→ Problem statement
Please copy out each line of the listing that contains the word "then".

→ Source records
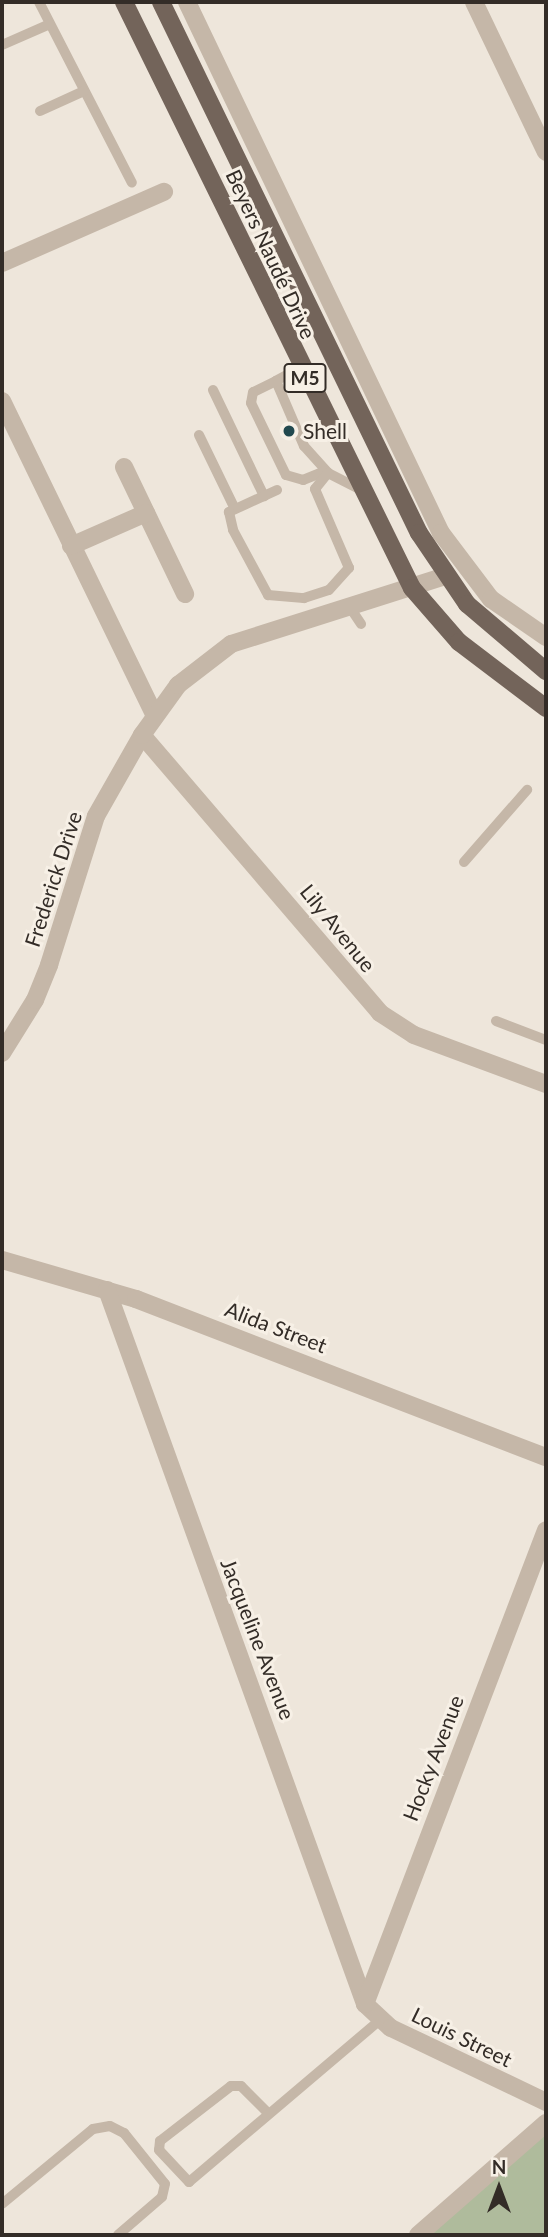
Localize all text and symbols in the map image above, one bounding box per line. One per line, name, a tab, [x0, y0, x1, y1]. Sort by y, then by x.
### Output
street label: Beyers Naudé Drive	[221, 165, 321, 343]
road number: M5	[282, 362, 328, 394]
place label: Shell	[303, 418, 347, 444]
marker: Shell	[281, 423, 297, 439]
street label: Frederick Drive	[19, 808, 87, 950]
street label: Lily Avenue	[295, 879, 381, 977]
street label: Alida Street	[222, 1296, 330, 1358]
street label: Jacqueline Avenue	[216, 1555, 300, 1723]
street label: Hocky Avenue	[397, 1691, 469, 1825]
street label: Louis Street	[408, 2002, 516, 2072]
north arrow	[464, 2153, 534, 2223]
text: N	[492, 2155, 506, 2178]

==

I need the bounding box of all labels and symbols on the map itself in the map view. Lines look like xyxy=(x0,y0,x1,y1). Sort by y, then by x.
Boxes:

→ Reply to the task
Localize all text and symbols in the map image above, one bounding box per line. One per line, name, a tab, [x0, y0, x1, y1]. Sort by y, then by x.
I need the bounding box of all labels and symbols on the map itself in the map view. Lines look like xyxy=(x0,y0,x1,y1). Sort by y, then by x.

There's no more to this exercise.